L'Élite - Joelle Charbonneau (Extrait)

Extrait : L'Élite
Joelle Charbonneau
Éditions Macadam


Chapitre 1


Jour de remise des diplômes.
Je me trémousse pendant que ma mère m’ajuste ma tunique. Apparemment satisfaite, elle me glisse une mèche de cheveux derrière l’oreille, puis me tourne vers le réflecteur de notre aire de séjour. Rouge. Je porte maintenant du rouge. Fini le rose. Je suis une adulte. En avoir la preuve sous les yeux me noue l’estomac.

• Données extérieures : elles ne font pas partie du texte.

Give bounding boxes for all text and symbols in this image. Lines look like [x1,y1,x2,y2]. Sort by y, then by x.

— Tu es prête, Cia ? me demande ma mère.
Elle aussi est vêtue de rouge. Sa robe arachnéenne ondoie élégamment jusqu’au sol. En comparaison, ma robe sans manches et mes bottes de cuir paraissent un peu enfantines mais ça ne me gêne pas trop. J’ai tout le temps de m’approprier mon nouveau statut d’adulte. Je suis encore jeune. À 16 ans, je suis d’ailleurs la plus jeune de ma classe.

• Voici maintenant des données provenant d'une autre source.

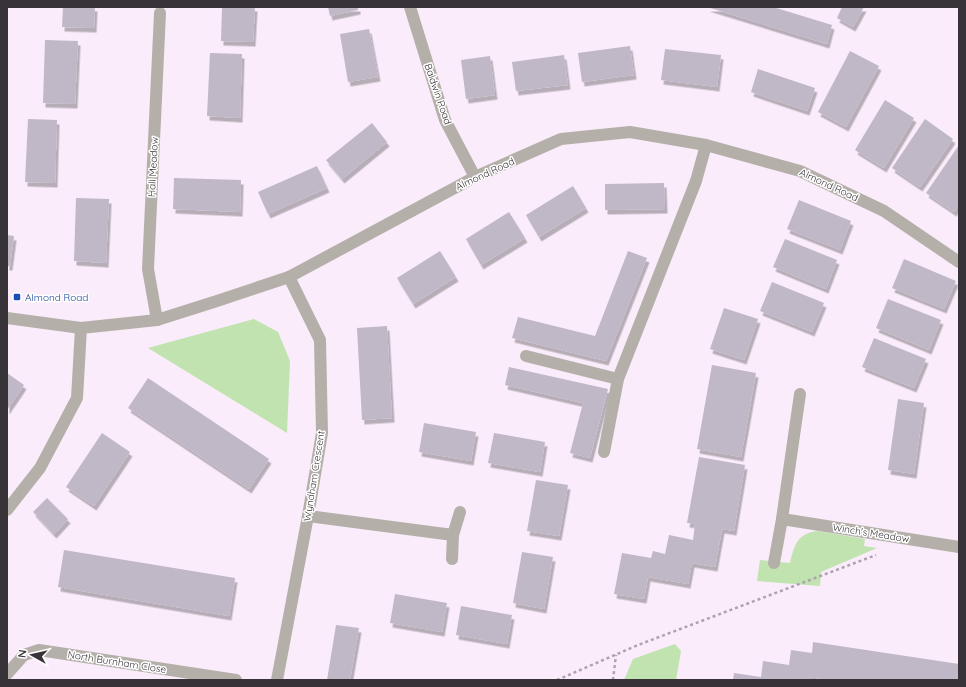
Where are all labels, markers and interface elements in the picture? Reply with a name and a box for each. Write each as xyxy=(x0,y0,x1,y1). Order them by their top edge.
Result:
street label: Baldwin Road xyxy=(421,62,455,126)
street label: Hall Meadow xyxy=(145,136,161,197)
street label: Almond Road xyxy=(454,155,516,193)
street label: Almond Road xyxy=(798,166,860,204)
place label: Almond Road xyxy=(25,291,88,304)
marker: Almond Road xyxy=(12,292,22,302)
street label: Wyndham Crescent xyxy=(300,429,328,522)
street label: Winch's Meadow xyxy=(832,521,911,546)
north arrow xyxy=(12,635,52,675)
street label: North Burnham Close xyxy=(67,648,167,676)
text: N xyxy=(15,649,30,659)

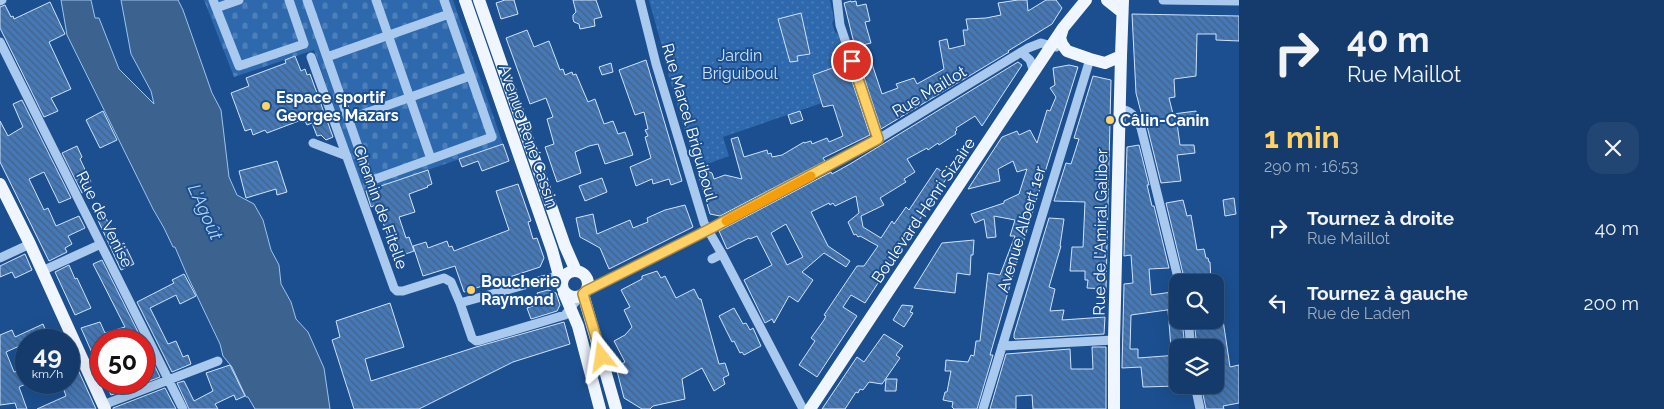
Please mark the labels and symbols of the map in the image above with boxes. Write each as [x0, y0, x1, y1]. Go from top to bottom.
pin [831, 40, 873, 82]
street label: Rue Marcel Briguiboul [658, 41, 721, 204]
park label: Jardin Briguiboul [702, 46, 779, 83]
street label: Avenue René Cassin [495, 62, 562, 210]
street label: Rue Maillot [889, 62, 970, 121]
place label: Espace sportif Georges Mazars [276, 88, 399, 125]
marker: Espace sportif Georges Mazars [260, 100, 272, 112]
place label: Câlin-Canin [1120, 111, 1209, 130]
marker: Câlin-Canin [1104, 114, 1116, 126]
street label: Boulevard Henri Sizaire [868, 134, 979, 287]
street label: Chemin de Fitelle [349, 143, 412, 272]
street label: Rue de l'Amiral Galiber [1090, 148, 1111, 316]
street label: Avenue Albert 1er [993, 163, 1050, 295]
street label: Rue de Venise [72, 168, 137, 270]
water label: L'Agoût [184, 181, 227, 243]
place label: Boucherie Raymond [481, 272, 560, 309]
marker: Boucherie Raymond [465, 284, 477, 296]
speed limit sign: 50 [90, 329, 155, 394]
position arrow [575, 330, 627, 382]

Je jette un dernier coup d’œil au réflecteur en souhaitant de toutes mes forces qu’aujourd’hui ne soit pas le dernier jour de ma scolarité. Mais ça ne dépend pas de moi. J’ai beaucoup travaillé, j’ai fait de mon mieux, je ne peux qu’espérer être choisie. Une boule d’angoisse dans la gorge, je parviens à articuler :
— Allons-y.
La cérémonie se déroule dans le parc, au milieu des stands de pâtisseries et de lait frais. La colonie au grand complet sera présente. C’est logique car tous les colons ont un lien de parenté avec au moins un des étudiants. Nous sommes quatorze à passer de l’enfance à l’âge adulte, huit garçons, six filles, plus nombreux que toutes les années précédentes. C’est le signe que notre colonie est dynamique et florissante.
Mon père et mes quatre frères, vêtus de l’habit de cérémonie violet, nous attendent devant la maison. Mon frère aîné, Zeen, m’ébouriffe les cheveux en souriant.
— Alors gamine, prête à dire adieu à l’école et à rejoindre les ratés comme nous dans la vraie vie ?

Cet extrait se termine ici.